Kleatha Livingston felt like she’d done everything right. She moved into a good neighborhood in West Omaha with better schools for her four kids. She had a job as a social worker helping adults struggling with disorders like ADHD and OCD. She paid her rent on time. She took care of her home.

So why, Livingston asked herself over and over again, was she sitting in the front rows of a Douglas County courtroom waiting to find out if a judge would agree to evict her for a dispute with her landlord over her dog.

The rental application had said no pets, but her landlord said it was fine months ago. The dog wasn’t the real problem, she thought.

“I’m sorry to be the bad guy,” a man who claimed to be the property manager told her over the phone, “but you and your n—– kids need to get out.”

When it came time for her case, the landlord didn’t show. The judge granted a dismissal. Livingston won.

But she didn’t feel like a winner.

“I feel like I just need to go back to the hood, back to the neighborhood,” she said through tears. “Go back out north. The white people don’t accept us out west.”

Every year, more than 3,000 people are evicted from their homes in Douglas County, shows data going back to 2013 from the Nebraska Supreme Court. However, those forces are not random, according to a new collaborative study between Creighton University’s Social Science Data Lab and Family Housing Services.

While the data does not record the race of the tenant, these evictions are concentrated in areas like North and South Omaha which have higher populations of communities of color and rates of poverty.

Those trends didn’t surprise Gary Fischer who represented tenants for years and served as Family Housing Services legal counsel for decades. What did surprise him was how clear the disparity was.

“The sheer numbers are really shocking,” he said. “Because when you look at this as a component of racial injustice issues and even health issues around COVID, you realize that this is an interconnected web of causation and impacts.”

With such granular data, Fischer and Pierce Greenberg, head of Creighton’s Social Science Data Lab were able to show that areas with more evictions often have lower school attendance rates. Other factors graphics showed the connection between evictions and higher rates of COVID-19 infection. The latter skewed east, as do minority populations which make up 73% of Douglas County’s COVID-19 infections while representing about a third of its population.

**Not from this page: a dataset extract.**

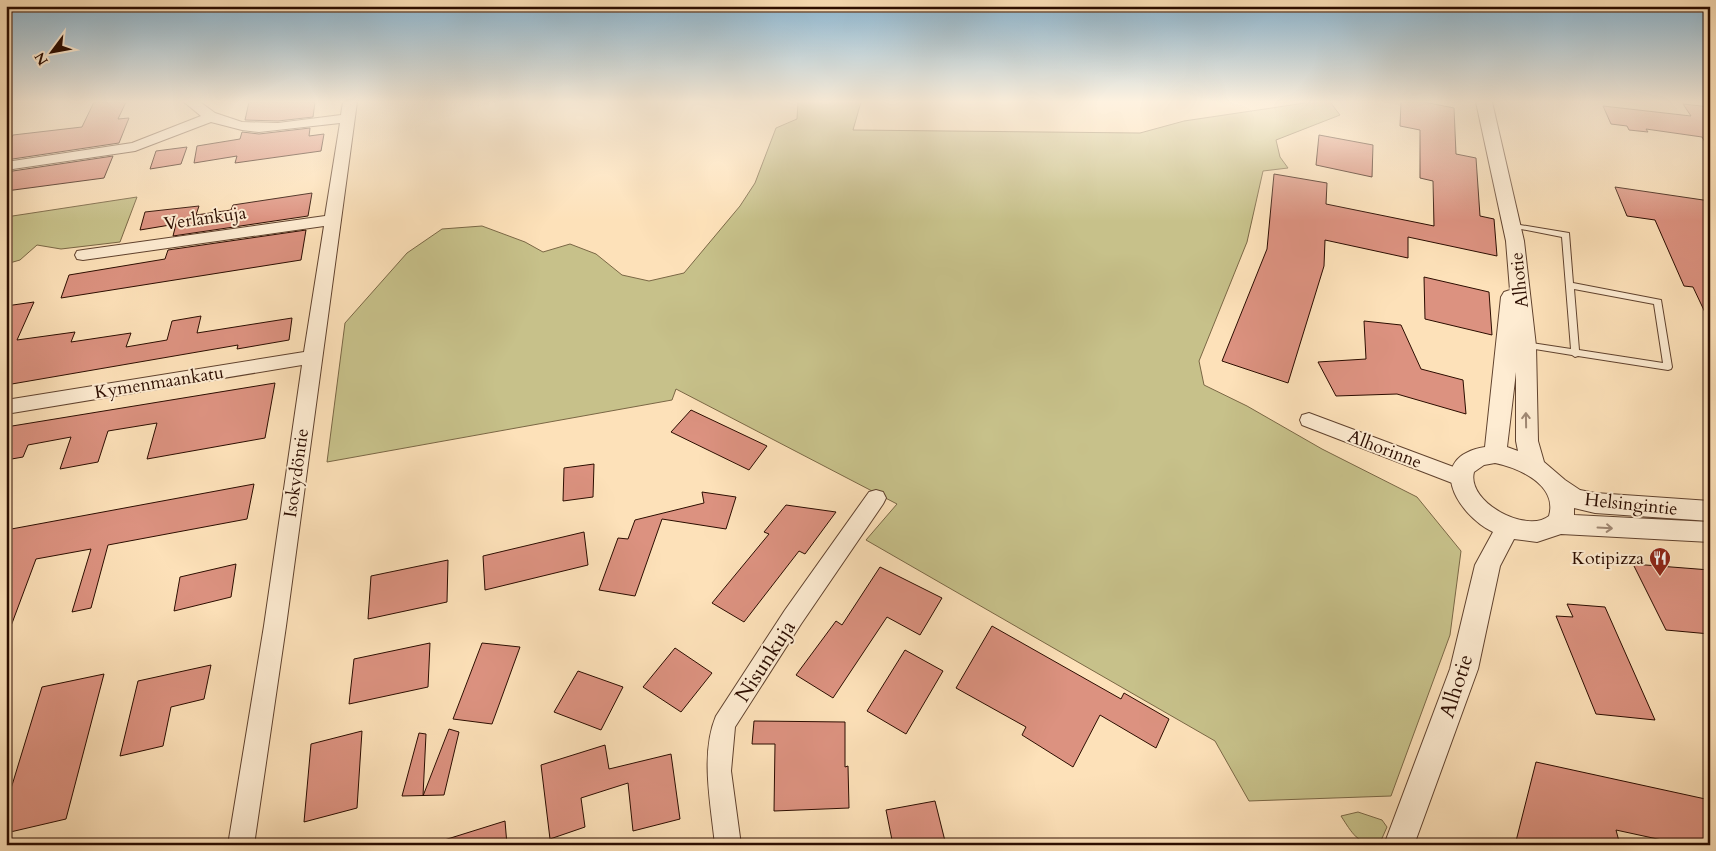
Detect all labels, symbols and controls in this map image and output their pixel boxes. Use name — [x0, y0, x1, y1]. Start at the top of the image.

Livingston chose to live in areas like Elkhorn and Millard exactly for those reasons. Better academic opportunity, health access and distance from crime seemed more possible there, she said, than North Omaha which she left in 2014.

Fischer said the next step of this project is to dig deeper into those connections. Right now their findings show correlation, but to go further they’ll need to get more specific data, such as addresses for students who change schools often or don’t show up for class.

The hope for this project, which started about a year ago, is to show the specifics of a problem that’s been in plain sight for so long and through those findings, spur change.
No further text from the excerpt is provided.